### Work to complete
Wherever the word "block" shows up in the data, report the line it sits in.

------------------------------------------------

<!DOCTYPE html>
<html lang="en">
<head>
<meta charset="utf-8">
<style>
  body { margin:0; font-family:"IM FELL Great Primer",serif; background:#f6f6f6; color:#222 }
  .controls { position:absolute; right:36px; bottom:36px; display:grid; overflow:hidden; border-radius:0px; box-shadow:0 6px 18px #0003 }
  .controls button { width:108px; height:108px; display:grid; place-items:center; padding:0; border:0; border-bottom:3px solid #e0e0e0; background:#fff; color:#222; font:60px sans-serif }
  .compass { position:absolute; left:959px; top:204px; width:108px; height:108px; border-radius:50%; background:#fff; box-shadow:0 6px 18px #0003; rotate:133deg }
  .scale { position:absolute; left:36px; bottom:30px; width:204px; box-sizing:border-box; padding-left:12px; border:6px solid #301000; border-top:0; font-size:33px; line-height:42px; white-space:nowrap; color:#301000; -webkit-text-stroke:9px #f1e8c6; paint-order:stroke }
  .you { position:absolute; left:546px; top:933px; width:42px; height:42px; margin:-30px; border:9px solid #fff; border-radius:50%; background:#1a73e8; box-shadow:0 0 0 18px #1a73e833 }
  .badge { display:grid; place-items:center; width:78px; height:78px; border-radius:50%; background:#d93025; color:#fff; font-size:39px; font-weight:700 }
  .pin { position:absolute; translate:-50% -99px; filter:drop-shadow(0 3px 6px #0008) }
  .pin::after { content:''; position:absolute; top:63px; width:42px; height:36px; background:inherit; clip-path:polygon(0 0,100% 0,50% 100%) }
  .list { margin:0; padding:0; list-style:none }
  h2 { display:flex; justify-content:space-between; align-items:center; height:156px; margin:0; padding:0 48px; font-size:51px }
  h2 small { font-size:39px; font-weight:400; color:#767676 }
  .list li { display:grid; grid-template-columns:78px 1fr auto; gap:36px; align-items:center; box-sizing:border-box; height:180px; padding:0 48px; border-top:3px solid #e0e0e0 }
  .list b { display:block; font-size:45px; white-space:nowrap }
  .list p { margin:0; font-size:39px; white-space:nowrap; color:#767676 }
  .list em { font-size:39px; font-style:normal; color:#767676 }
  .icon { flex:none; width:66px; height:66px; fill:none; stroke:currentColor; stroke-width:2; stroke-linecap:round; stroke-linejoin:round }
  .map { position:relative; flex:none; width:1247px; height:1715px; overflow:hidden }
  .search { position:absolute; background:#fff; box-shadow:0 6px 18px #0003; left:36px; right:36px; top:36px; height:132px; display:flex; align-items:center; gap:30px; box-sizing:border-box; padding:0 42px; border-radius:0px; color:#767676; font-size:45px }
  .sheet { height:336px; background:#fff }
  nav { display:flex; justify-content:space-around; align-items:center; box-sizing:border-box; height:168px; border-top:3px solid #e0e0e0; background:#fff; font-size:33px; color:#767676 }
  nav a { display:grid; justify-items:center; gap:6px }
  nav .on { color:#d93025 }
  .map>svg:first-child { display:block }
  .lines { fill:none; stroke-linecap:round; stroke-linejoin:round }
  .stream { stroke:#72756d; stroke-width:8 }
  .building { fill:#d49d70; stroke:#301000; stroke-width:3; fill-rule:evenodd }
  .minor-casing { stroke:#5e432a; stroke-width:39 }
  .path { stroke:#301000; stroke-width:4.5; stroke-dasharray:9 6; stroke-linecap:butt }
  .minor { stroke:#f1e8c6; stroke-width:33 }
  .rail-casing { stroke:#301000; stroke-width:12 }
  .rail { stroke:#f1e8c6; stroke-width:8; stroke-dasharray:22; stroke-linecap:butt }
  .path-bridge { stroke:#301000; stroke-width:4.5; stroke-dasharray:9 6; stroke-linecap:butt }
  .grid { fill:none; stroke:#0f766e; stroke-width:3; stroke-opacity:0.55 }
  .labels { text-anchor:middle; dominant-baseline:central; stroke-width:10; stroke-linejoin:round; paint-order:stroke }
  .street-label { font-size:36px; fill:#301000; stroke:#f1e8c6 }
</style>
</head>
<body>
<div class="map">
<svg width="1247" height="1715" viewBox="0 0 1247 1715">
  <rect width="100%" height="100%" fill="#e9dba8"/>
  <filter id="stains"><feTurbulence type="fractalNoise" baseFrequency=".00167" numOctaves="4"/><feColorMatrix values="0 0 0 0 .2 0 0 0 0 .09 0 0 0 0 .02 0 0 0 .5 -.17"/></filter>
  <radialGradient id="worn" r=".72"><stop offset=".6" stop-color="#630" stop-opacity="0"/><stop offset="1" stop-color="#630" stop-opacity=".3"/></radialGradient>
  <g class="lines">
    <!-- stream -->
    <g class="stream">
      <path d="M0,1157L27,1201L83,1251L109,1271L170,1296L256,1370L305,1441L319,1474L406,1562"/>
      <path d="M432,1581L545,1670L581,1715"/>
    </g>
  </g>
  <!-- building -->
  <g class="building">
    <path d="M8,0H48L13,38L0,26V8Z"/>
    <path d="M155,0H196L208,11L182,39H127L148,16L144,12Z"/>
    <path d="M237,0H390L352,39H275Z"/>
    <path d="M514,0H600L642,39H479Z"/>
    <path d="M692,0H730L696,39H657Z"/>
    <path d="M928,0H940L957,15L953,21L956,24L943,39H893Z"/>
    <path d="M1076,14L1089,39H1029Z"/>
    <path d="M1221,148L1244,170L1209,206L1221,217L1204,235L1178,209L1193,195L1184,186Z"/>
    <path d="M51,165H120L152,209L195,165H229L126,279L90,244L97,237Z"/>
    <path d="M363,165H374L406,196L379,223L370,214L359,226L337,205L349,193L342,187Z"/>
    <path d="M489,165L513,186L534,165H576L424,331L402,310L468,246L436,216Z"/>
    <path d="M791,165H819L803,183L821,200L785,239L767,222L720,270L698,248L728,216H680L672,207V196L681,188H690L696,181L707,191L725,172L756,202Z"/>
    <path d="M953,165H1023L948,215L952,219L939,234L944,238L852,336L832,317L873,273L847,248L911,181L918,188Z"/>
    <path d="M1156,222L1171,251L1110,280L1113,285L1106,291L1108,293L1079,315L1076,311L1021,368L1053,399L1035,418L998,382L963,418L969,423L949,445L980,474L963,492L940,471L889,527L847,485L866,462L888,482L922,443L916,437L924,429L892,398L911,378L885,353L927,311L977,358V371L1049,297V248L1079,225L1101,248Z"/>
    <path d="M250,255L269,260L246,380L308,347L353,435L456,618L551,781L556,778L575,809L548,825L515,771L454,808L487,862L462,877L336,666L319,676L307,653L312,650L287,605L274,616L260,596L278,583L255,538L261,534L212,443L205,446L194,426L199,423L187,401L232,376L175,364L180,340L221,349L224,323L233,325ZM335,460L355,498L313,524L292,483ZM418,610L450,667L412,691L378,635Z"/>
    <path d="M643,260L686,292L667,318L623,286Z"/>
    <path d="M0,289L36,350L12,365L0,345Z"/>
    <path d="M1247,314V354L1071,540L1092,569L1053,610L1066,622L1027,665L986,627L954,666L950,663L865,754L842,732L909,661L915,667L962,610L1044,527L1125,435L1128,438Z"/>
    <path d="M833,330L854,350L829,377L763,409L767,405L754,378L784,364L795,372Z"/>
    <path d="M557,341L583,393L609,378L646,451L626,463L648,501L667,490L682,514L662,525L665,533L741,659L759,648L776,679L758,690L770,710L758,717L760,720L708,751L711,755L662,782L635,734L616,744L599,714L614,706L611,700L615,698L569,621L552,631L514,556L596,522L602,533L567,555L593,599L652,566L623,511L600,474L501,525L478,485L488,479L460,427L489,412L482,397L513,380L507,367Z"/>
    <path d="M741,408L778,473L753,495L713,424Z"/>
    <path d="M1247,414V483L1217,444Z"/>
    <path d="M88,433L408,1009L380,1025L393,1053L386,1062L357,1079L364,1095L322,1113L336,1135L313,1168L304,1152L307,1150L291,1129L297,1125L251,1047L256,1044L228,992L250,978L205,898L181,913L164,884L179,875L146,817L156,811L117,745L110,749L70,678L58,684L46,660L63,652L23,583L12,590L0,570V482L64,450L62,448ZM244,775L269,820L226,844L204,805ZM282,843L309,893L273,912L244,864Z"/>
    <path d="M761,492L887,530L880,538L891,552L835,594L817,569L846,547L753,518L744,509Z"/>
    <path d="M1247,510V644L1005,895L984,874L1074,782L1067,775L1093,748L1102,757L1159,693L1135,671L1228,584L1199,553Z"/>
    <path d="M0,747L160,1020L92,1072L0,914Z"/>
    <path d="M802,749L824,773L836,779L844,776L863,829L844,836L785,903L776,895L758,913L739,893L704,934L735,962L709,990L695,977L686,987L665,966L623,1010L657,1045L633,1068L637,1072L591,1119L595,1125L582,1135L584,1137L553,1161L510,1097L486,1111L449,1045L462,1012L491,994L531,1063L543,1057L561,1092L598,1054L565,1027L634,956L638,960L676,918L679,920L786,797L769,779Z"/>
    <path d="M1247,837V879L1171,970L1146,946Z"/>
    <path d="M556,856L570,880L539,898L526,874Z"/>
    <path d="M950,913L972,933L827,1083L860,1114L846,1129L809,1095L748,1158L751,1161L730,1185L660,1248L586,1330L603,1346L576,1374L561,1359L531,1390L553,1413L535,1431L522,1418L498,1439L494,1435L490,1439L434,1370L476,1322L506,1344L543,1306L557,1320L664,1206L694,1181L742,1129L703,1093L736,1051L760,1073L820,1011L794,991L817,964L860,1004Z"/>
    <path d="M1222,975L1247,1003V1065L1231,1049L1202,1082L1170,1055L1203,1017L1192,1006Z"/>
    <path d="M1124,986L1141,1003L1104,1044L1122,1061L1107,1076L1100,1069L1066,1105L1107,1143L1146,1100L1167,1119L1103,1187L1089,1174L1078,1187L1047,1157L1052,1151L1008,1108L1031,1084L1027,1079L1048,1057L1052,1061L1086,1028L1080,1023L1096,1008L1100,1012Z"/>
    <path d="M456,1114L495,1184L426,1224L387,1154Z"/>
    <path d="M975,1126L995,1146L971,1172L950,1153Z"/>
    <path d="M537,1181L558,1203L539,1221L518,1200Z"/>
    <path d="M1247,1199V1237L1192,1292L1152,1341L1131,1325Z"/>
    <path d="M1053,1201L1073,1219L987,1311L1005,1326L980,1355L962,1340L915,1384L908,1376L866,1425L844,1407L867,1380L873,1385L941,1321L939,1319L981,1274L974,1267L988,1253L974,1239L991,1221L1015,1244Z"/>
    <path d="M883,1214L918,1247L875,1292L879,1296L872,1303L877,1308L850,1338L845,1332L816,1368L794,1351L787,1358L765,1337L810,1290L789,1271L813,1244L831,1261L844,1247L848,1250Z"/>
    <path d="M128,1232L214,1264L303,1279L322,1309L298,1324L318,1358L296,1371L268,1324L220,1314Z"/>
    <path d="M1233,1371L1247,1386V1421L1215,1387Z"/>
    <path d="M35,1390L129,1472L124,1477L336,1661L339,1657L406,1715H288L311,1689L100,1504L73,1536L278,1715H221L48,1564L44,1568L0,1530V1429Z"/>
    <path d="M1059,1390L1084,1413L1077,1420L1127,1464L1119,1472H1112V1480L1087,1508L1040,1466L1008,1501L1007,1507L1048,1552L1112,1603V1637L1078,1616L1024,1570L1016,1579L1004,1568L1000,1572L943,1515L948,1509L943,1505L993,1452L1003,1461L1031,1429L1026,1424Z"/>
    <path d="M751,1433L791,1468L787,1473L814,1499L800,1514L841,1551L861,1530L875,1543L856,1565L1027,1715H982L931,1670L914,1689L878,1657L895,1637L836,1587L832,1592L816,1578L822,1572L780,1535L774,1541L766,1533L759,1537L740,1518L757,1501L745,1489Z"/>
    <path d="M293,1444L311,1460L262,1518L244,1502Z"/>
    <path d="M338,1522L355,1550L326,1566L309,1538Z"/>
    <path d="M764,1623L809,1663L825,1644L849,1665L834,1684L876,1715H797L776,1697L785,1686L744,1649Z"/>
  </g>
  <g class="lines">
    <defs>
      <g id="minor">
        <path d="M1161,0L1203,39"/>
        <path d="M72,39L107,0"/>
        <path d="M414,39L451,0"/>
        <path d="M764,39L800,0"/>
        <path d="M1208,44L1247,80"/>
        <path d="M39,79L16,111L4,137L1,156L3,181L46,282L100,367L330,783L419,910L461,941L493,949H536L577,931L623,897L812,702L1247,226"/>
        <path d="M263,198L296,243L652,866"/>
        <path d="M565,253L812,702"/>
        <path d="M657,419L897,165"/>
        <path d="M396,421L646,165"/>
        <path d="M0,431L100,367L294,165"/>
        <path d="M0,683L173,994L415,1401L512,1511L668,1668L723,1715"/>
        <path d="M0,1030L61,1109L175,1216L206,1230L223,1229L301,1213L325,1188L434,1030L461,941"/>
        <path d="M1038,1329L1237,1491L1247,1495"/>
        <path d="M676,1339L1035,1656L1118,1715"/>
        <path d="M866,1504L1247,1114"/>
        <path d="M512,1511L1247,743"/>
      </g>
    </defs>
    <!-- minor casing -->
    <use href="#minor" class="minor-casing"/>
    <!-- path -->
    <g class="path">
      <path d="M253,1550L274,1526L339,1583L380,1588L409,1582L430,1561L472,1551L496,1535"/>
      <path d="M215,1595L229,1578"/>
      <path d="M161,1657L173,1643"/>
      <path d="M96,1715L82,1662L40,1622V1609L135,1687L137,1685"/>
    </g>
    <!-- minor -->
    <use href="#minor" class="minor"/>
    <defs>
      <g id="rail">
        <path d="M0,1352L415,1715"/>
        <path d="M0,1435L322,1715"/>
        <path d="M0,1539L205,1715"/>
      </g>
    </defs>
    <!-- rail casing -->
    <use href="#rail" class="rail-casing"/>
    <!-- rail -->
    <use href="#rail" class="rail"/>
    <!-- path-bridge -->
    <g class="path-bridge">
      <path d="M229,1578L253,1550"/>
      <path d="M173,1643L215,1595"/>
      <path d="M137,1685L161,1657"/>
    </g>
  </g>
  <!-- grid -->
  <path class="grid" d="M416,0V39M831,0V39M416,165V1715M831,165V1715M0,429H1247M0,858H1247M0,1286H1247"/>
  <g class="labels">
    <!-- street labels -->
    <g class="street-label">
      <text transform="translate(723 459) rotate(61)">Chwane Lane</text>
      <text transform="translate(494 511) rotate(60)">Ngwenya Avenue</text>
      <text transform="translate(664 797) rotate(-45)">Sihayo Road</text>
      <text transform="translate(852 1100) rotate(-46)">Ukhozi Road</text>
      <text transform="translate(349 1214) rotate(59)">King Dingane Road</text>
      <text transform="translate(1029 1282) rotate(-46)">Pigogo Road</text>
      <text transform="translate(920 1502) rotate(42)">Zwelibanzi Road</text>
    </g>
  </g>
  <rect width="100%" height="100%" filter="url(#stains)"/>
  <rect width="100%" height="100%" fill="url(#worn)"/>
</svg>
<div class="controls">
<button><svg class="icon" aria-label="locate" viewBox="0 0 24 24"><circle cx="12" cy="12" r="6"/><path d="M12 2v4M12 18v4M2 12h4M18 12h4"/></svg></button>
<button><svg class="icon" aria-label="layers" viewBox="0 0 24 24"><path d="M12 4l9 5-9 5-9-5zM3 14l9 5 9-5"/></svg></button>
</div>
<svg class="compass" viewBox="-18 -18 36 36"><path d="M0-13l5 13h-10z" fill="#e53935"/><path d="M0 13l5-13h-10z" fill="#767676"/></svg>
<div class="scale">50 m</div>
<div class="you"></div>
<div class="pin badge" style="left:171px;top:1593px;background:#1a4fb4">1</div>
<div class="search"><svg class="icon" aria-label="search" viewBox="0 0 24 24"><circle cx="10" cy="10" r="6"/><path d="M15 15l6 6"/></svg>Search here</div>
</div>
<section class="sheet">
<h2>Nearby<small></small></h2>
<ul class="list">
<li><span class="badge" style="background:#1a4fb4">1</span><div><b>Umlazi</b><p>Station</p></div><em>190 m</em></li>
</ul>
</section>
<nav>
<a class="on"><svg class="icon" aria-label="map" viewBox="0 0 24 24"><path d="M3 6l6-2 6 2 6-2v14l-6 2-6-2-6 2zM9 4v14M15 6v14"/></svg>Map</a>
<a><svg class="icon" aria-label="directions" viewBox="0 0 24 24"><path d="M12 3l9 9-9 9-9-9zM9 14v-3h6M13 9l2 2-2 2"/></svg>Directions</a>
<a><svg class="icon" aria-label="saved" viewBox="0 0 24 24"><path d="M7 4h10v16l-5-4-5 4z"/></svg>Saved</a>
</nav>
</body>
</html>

------------------------------------------------

### Solution to this problem
  .list b { display:block; font-size:45px; white-space:nowrap }
  .map>svg:first-child { display:block }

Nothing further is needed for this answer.